DATA EXTRACT:
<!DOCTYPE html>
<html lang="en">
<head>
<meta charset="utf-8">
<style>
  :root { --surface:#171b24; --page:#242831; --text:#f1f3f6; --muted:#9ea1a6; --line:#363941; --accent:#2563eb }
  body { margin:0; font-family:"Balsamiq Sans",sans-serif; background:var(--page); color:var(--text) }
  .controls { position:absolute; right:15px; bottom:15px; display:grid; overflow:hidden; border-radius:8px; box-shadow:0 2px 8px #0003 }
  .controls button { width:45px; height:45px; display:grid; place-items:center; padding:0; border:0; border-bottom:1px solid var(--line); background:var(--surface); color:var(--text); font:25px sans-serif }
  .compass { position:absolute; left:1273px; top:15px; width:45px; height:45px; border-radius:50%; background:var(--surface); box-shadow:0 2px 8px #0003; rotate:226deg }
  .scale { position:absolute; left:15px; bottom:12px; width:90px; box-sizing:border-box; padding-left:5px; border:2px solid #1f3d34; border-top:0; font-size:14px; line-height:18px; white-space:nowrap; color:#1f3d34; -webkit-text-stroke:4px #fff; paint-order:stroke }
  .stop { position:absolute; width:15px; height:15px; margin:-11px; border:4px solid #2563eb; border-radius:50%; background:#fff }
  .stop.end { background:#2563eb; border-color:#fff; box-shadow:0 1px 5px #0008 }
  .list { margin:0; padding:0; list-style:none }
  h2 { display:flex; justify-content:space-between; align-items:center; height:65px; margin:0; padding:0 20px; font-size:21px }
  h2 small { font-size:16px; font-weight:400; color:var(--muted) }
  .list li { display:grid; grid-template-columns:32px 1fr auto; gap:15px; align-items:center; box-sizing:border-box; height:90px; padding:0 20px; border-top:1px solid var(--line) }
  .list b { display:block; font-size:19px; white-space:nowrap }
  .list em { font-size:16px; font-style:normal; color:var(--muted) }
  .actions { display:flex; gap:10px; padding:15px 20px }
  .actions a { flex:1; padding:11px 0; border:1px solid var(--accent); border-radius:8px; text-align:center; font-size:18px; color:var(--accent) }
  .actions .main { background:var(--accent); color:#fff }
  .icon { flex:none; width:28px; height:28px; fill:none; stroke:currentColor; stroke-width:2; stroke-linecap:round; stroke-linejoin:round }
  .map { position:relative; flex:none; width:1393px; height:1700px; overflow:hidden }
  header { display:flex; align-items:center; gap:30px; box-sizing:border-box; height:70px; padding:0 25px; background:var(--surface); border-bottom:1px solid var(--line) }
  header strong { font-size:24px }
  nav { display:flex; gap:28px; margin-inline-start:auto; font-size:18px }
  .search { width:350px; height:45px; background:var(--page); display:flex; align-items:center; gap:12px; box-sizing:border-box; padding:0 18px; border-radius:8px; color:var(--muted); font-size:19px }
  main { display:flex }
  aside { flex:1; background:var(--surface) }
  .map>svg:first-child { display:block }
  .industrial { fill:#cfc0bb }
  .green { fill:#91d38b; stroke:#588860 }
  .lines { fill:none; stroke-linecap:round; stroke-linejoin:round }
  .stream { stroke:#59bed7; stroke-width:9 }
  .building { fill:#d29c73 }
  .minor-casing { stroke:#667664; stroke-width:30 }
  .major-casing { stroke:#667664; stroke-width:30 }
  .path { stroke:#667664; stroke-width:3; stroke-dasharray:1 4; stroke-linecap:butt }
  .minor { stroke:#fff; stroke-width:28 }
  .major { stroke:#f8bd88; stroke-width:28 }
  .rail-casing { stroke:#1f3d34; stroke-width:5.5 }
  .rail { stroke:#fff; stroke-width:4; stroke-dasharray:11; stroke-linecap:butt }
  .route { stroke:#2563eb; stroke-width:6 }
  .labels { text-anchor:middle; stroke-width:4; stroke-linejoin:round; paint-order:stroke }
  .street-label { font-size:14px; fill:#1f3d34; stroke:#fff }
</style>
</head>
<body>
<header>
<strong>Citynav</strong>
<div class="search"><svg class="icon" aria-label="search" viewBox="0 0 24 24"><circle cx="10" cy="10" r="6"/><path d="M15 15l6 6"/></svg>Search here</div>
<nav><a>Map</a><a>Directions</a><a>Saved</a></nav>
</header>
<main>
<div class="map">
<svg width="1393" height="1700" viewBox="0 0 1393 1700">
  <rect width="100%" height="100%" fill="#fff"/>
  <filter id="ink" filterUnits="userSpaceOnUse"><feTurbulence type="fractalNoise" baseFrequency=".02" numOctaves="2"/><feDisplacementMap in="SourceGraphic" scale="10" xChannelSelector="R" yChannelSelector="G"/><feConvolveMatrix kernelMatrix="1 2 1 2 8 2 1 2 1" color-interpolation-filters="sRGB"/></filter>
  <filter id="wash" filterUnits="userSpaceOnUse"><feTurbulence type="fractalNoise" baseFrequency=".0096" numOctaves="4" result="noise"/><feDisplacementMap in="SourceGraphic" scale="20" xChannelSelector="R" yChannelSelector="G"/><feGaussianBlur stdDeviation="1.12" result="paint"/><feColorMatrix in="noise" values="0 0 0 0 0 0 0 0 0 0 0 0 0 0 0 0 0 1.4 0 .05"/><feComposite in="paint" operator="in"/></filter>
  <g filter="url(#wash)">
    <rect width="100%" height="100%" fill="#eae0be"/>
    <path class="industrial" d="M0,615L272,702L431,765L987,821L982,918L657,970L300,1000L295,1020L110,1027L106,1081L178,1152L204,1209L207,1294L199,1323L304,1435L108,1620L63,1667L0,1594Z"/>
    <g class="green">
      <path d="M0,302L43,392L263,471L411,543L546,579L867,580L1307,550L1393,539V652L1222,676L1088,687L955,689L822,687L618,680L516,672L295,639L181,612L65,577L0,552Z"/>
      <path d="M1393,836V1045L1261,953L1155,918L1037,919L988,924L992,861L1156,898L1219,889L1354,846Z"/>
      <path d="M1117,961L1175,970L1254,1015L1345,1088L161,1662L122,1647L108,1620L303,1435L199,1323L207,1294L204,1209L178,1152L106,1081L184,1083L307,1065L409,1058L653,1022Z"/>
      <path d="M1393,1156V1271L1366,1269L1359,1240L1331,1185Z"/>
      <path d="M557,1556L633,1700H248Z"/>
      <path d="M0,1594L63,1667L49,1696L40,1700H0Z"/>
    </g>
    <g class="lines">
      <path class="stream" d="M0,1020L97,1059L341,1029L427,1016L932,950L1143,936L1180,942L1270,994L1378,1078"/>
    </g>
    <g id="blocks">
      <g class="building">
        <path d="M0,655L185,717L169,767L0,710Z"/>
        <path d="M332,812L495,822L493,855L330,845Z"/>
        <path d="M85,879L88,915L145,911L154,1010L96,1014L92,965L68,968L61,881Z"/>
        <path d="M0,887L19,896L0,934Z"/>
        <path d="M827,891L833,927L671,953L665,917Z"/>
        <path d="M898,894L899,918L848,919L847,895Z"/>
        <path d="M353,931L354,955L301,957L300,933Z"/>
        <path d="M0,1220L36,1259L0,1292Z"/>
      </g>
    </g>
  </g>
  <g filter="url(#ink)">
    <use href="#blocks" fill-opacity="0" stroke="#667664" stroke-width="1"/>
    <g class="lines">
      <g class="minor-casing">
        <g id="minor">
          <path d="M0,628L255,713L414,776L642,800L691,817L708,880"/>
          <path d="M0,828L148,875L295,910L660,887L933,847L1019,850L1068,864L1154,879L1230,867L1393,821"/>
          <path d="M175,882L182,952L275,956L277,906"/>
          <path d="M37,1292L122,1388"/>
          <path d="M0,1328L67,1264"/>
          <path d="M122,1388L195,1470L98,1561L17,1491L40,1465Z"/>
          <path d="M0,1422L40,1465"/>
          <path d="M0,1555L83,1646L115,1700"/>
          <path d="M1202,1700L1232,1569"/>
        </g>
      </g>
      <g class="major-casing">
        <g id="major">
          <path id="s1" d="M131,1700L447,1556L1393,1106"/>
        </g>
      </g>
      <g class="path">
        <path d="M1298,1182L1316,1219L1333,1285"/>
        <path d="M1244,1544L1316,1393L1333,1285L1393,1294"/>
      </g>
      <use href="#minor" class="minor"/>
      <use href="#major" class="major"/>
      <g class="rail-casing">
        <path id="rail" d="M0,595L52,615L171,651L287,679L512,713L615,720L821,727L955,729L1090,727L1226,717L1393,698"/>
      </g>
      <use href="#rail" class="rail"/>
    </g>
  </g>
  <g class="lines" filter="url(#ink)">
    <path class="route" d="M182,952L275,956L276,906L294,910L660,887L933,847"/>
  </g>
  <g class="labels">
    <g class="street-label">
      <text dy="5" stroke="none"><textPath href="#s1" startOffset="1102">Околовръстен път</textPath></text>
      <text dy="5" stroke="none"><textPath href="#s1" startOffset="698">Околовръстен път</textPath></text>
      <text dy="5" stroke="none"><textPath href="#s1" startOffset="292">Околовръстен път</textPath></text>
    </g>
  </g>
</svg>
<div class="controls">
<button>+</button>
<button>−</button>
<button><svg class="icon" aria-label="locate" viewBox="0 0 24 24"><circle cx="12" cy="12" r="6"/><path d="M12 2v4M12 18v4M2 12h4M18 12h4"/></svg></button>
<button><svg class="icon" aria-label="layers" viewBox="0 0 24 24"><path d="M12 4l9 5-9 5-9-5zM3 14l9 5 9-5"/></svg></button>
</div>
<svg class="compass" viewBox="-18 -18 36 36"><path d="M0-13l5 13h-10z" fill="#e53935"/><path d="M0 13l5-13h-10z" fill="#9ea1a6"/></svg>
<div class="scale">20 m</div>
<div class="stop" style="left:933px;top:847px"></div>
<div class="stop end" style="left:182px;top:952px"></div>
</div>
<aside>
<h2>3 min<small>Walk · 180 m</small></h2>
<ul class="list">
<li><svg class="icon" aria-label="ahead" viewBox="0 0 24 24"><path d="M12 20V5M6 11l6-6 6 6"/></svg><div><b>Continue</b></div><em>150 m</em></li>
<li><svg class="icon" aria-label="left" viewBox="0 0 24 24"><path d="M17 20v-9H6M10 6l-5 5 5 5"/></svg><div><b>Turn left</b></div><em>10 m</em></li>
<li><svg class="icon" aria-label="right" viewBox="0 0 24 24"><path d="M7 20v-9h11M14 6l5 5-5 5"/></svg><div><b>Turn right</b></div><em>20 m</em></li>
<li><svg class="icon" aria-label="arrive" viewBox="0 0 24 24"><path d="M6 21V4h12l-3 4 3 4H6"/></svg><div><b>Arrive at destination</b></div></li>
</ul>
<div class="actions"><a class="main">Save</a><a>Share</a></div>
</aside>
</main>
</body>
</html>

BRIEF: Only lines holding the word "shadow" are wanted here; copy each from the listing.

YOUR RESPONSE:
  .controls { position:absolute; right:15px; bottom:15px; display:grid; overflow:hidden; border-radius:8px; box-shadow:0 2px 8px #0003 }
  .compass { position:absolute; left:1273px; top:15px; width:45px; height:45px; border-radius:50%; background:var(--surface); box-shadow:0 2px 8px #0003; rotate:226deg }
  .stop.end { background:#2563eb; border-color:#fff; box-shadow:0 1px 5px #0008 }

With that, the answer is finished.